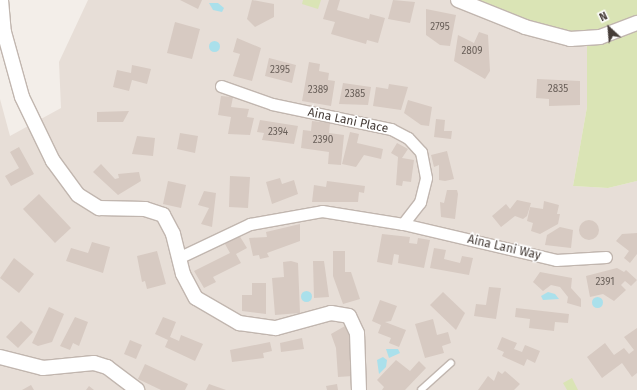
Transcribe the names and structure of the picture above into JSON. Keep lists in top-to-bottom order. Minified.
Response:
{"streets":{"street":["Aina Lani Place","Aina Lani Way"]},"crossings":[["Aina Lani Place","Aina Lani Way"]],"house_numbers":["2795","2809","2395","2835","2389","2385","2394","2390","2391"],"north":"top left"}
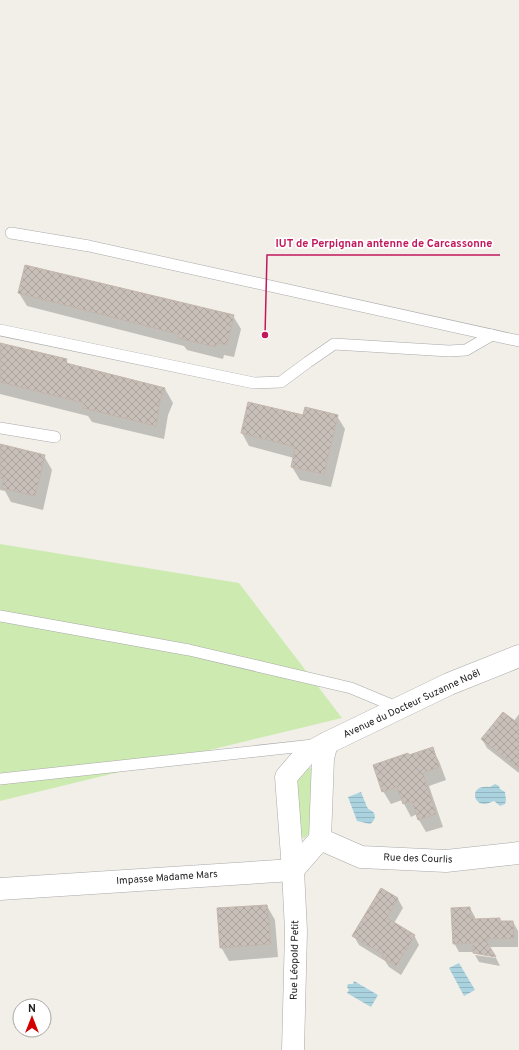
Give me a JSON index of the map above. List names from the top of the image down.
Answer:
{
  "streets": {
    "street": [
      "Avenue du Docteur Suzanne Noël",
      "Rue des Courlis",
      "Impasse Madame Mars",
      "Rue Léopold Petit"
    ]
  },
  "crossings": [
    ["Avenue du Docteur Suzanne Noël", "Impasse Madame Mars"],
    ["Avenue du Docteur Suzanne Noël", "Rue Léopold Petit"],
    ["Impasse Madame Mars", "Rue Léopold Petit"]
  ],
  "places": ["IUT de Perpignan antenne de Carcassonne"],
  "north": "top"
}
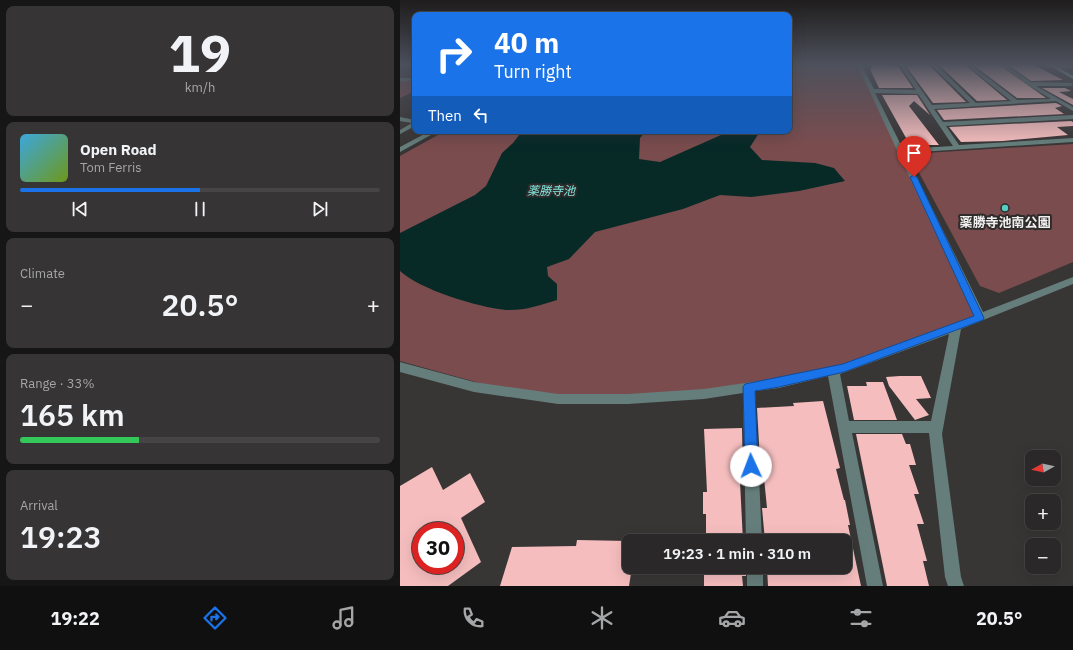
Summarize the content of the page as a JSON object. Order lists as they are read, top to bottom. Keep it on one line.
{"water":["薬勝寺池"],"places":["薬勝寺池南公園"],"north":"left","page":{"tile":[["19","km/h"],"Climate",["Range · 33%","165 km"],["Arrival","19:23"]],"turn":["40 m","Turn right"],"then":"Then","song":["Open Road","Tom Ferris"],"heat":["−","20.5°","+"],"map_buttons":["+","−"],"limit":"30","trip":"19:23 · 1 min · 310 m","tabs":["19:22","20.5°"]}}
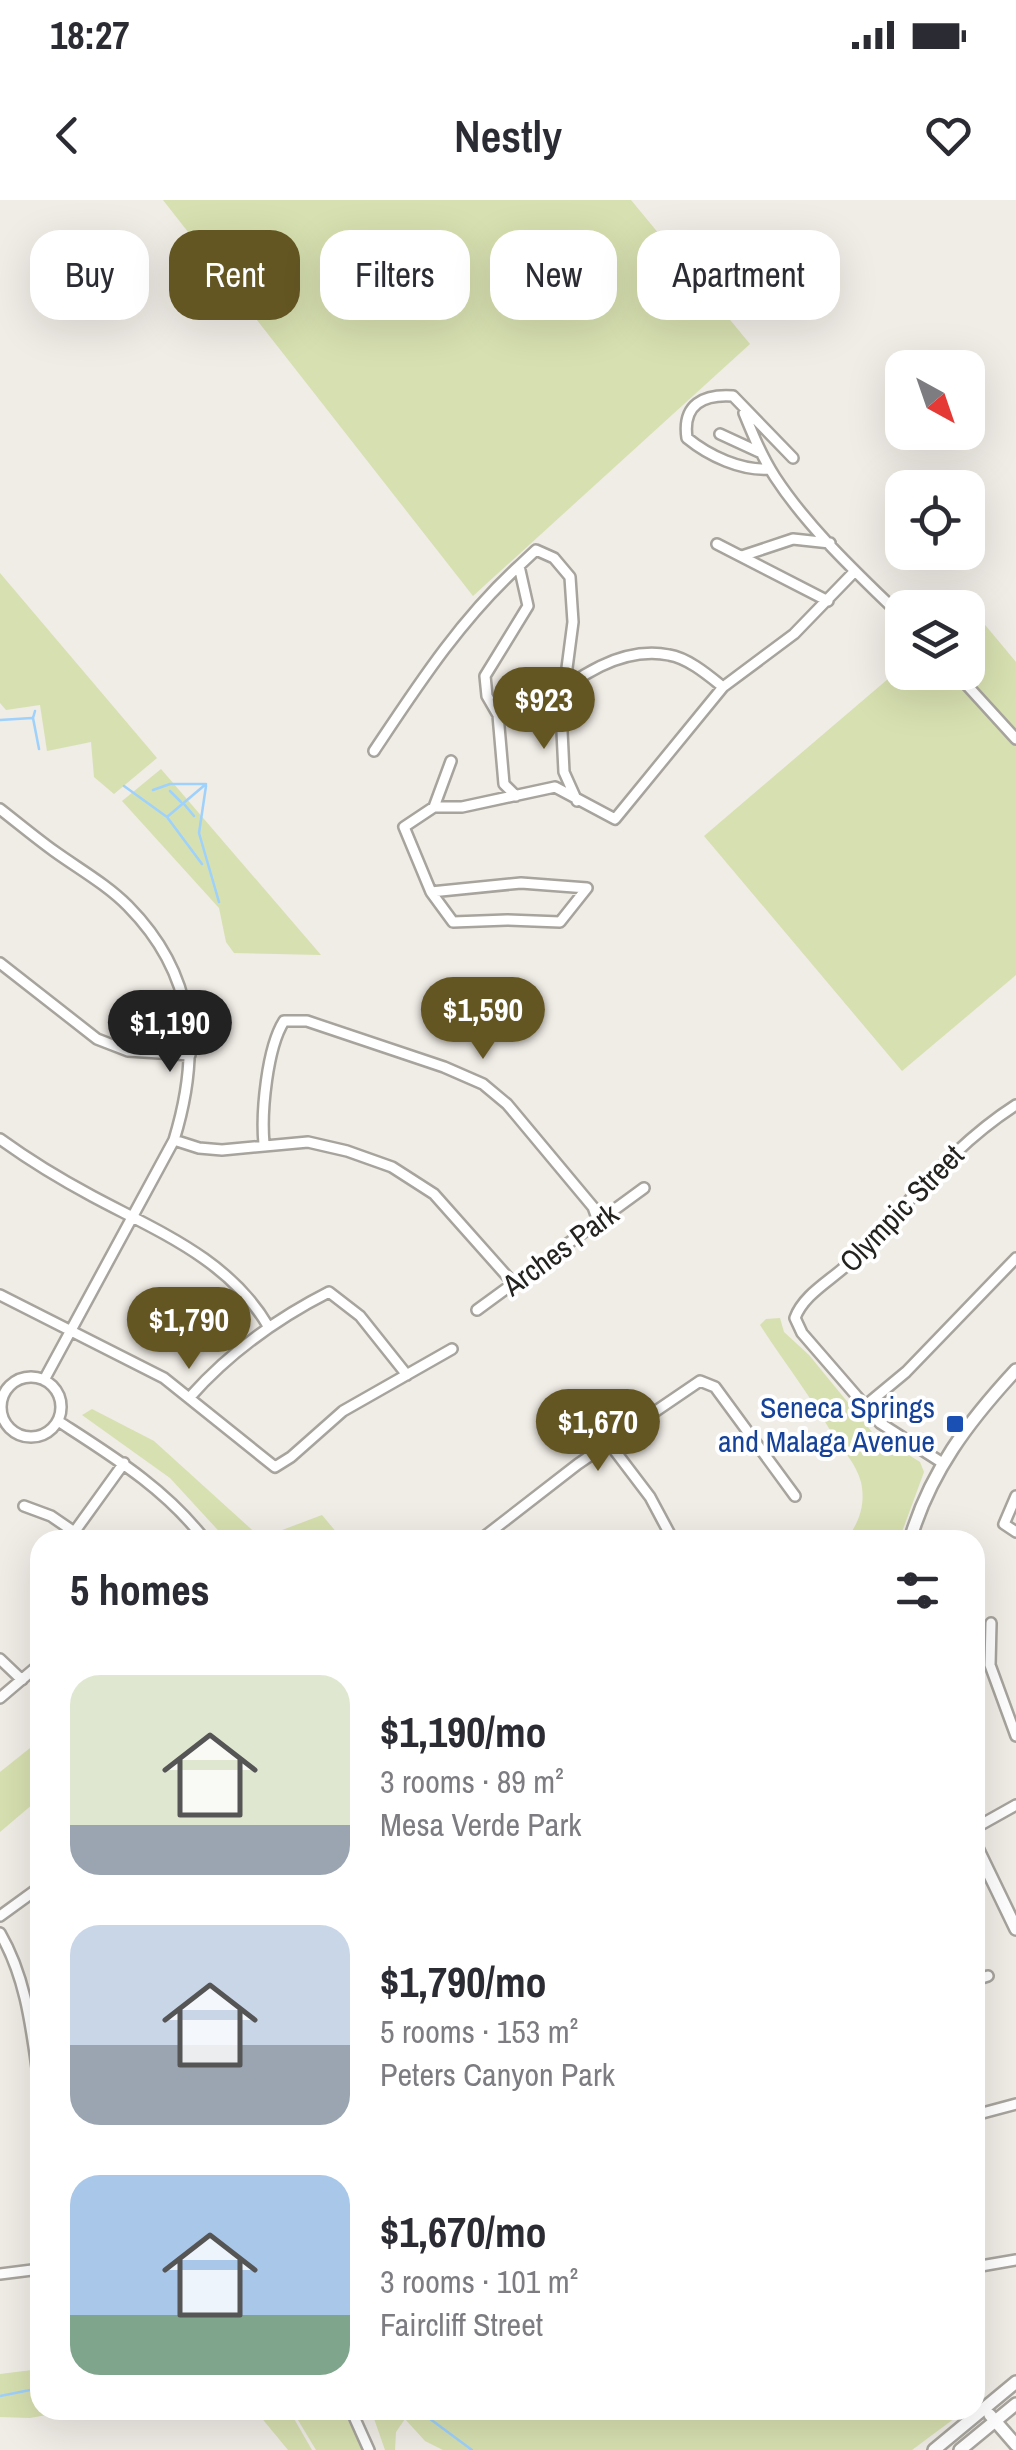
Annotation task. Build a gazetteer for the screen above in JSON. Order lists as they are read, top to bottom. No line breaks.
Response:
{"streets":{"street":["Olympic Street","Arches Park"]},"places":{"transit":["Seneca Springs and Malaga Avenue"]},"north":"bottom right","page":{"status":"18:27","header":"Nestly","chip":["Buy","Rent","Filters","New","Apartment"],"price":["$923","$1,590","$1,190","$1,790","$1,670"],"heading":"5 homes","list":[{"name":"$1,190/mo","note":"3 rooms · 89 m² · Mesa Verde Park"},{"name":"$1,790/mo","note":"5 rooms · 153 m² · Peters Canyon Park"},{"name":"$1,670/mo","note":"3 rooms · 101 m² · Faircliff Street"}]}}
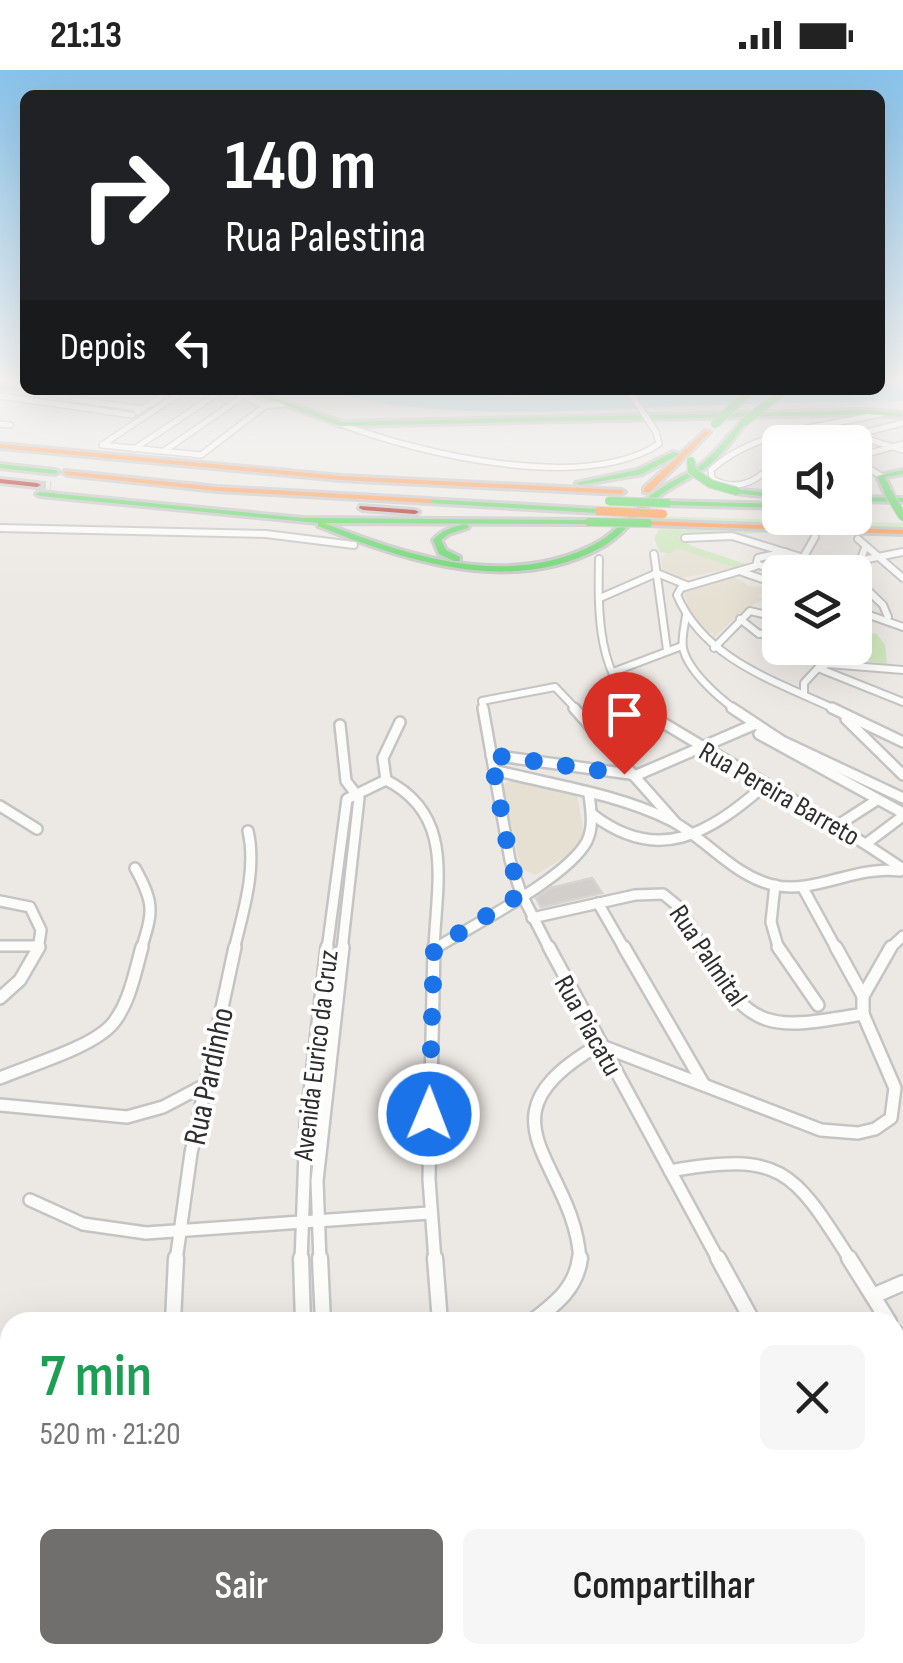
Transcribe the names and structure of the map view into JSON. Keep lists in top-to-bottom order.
{
  "streets": {
    "street": [
      "Rua Pereira Barreto",
      "Rua Palmital",
      "Rua Piacatu",
      "Avenida Eurico da Cruz",
      "Rua Pardinho"
    ]
  },
  "crossings": [
    ["Rua Palmital", "Rua Piacatu"]
  ],
  "page": {
    "status": "21:13",
    "turn": ["140 m", "Rua Palestina"],
    "then": "Depois",
    "heading": ["7 min", "520 m · 21:20"],
    "buttons": ["Sair", "Compartilhar"]
  }
}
============
Try it:
Please retype the data exactly. The pictures do not go in.

Output for this task:
Transcribe the names and structure of the picture above into JSON. Keep lists in top-to-bottom order. Minified.
Response:
{"streets":{"street":["Aina Lani Place","Aina Lani Way"]},"crossings":[["Aina Lani Place","Aina Lani Way"]],"house_numbers":["2795","2809","2395","2835","2389","2385","2394","2390","2391"],"north":"top left"}
Give me a JSON index of the map above. List names from the top of the image down.
Answer:
{
  "streets": {
    "street": [
      "Avenue du Docteur Suzanne Noël",
      "Rue des Courlis",
      "Impasse Madame Mars",
      "Rue Léopold Petit"
    ]
  },
  "crossings": [
    ["Avenue du Docteur Suzanne Noël", "Impasse Madame Mars"],
    ["Avenue du Docteur Suzanne Noël", "Rue Léopold Petit"],
    ["Impasse Madame Mars", "Rue Léopold Petit"]
  ],
  "places": ["IUT de Perpignan antenne de Carcassonne"],
  "north": "top"
}
Summarize the content of the page as a JSON object. Order lists as they are read, top to bottom. Keep it on one line.
{"water":["薬勝寺池"],"places":["薬勝寺池南公園"],"north":"left","page":{"tile":[["19","km/h"],"Climate",["Range · 33%","165 km"],["Arrival","19:23"]],"turn":["40 m","Turn right"],"then":"Then","song":["Open Road","Tom Ferris"],"heat":["−","20.5°","+"],"map_buttons":["+","−"],"limit":"30","trip":"19:23 · 1 min · 310 m","tabs":["19:22","20.5°"]}}
Annotation task. Build a gazetteer for the screen above in JSON. Order lists as they are read, top to bottom. No line breaks.
Response:
{"streets":{"street":["Olympic Street","Arches Park"]},"places":{"transit":["Seneca Springs and Malaga Avenue"]},"north":"bottom right","page":{"status":"18:27","header":"Nestly","chip":["Buy","Rent","Filters","New","Apartment"],"price":["$923","$1,590","$1,190","$1,790","$1,670"],"heading":"5 homes","list":[{"name":"$1,190/mo","note":"3 rooms · 89 m² · Mesa Verde Park"},{"name":"$1,790/mo","note":"5 rooms · 153 m² · Peters Canyon Park"},{"name":"$1,670/mo","note":"3 rooms · 101 m² · Faircliff Street"}]}}
Transcribe the names and structure of the map view into JSON. Keep lists in top-to-bottom order.
{
  "streets": {
    "street": [
      "Rua Pereira Barreto",
      "Rua Palmital",
      "Rua Piacatu",
      "Avenida Eurico da Cruz",
      "Rua Pardinho"
    ]
  },
  "crossings": [
    ["Rua Palmital", "Rua Piacatu"]
  ],
  "page": {
    "status": "21:13",
    "turn": ["140 m", "Rua Palestina"],
    "then": "Depois",
    "heading": ["7 min", "520 m · 21:20"],
    "buttons": ["Sair", "Compartilhar"]
  }
}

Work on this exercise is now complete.